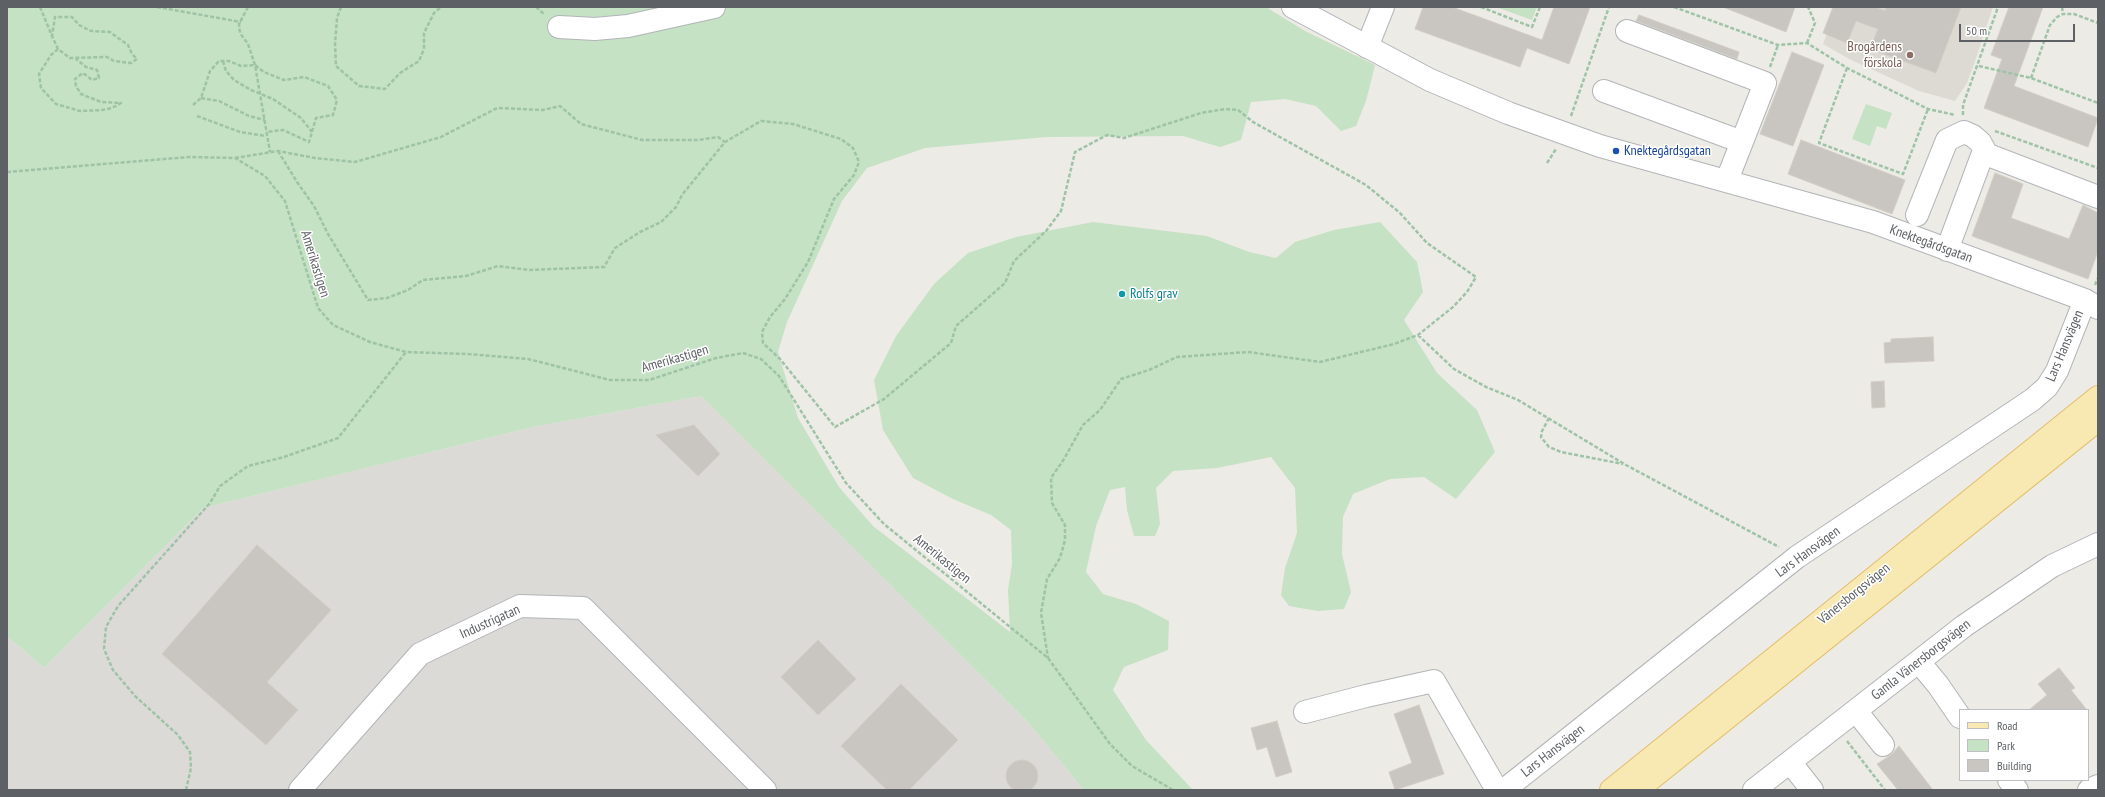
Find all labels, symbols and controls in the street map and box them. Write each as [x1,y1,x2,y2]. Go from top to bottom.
scale bar [1961,16,2077,42]
text: 50 m [1966,23,1987,38]
place label: Brogårdens förskola [1847,39,1902,72]
marker: Brogårdens förskola [1905,50,1915,60]
place label: Knektegårdsgatan [1624,143,1711,159]
marker: Knektegårdsgatan [1611,146,1621,156]
street label: Knektegårdsgatan [1887,221,1975,267]
street label: Amerikastigen [297,229,333,299]
place label: Rolfs grav [1130,286,1178,302]
marker: Rolfs grav [1117,289,1127,299]
street label: Lars Hansvägen [2042,308,2088,384]
street label: Amerikastigen [640,341,710,377]
street label: Lars Hansvägen [1772,523,1844,581]
street label: Amerikastigen [910,531,974,587]
street label: Vänersborgsvägen [1815,560,1893,628]
street label: Industrigatan [457,601,523,643]
street label: Gamla Vänersborgsvägen [1868,616,1974,704]
legend [1959,709,2089,781]
text: Road [1997,718,2017,733]
street label: Lars Hansvägen [1518,721,1588,781]
text: Park [1997,738,2015,753]
text: Building [1997,758,2032,773]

━━━━━━━━

:: Exercise brief ::
Only a number is wanted here: the count of lines in the data that contain the string "marker".

:: Final answer ::
3